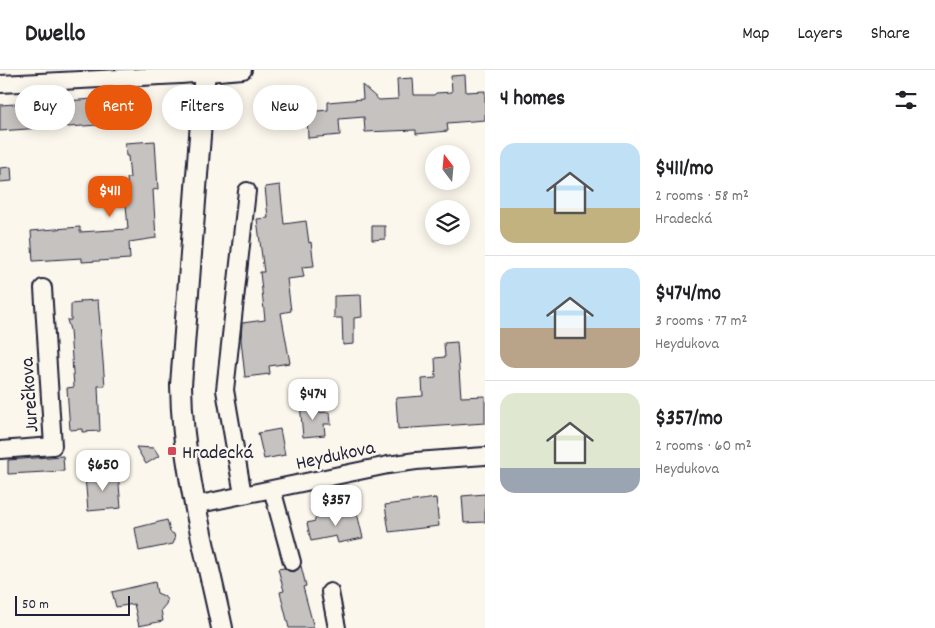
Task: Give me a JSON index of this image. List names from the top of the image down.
{
  "streets": {
    "street": ["Jurečkova", "Heydukova"]
  },
  "places": {
    "transit": ["Hradecká"]
  },
  "scale_bar": "50 m",
  "north": "top",
  "page": {
    "header": "Dwello",
    "nav": ["Map", "Layers", "Share"],
    "heading": "4 homes",
    "chip": [
      "Buy",
      "Rent",
      "Filters",
      "New"
    ],
    "list": [
      {
        "name": "$411/mo",
        "note": "2 rooms · 58 m² · Hradecká"
      },
      {
        "name": "$474/mo",
        "note": "3 rooms · 77 m² · Heydukova"
      },
      {
        "name": "$357/mo",
        "note": "2 rooms · 60 m² · Heydukova"
      }
    ],
    "price": [
      "$411",
      "$474",
      "$650",
      "$357"
    ],
    "scale": "50 m"
  }
}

◇ ◇ ◇ ◇ ◇

What belongs in the answer is each line from the listing above that contains "Heydukova".

Result for this exercise
    "street": ["Jurečkova", "Heydukova"]
        "note": "3 rooms · 77 m² · Heydukova"
        "note": "2 rooms · 60 m² · Heydukova"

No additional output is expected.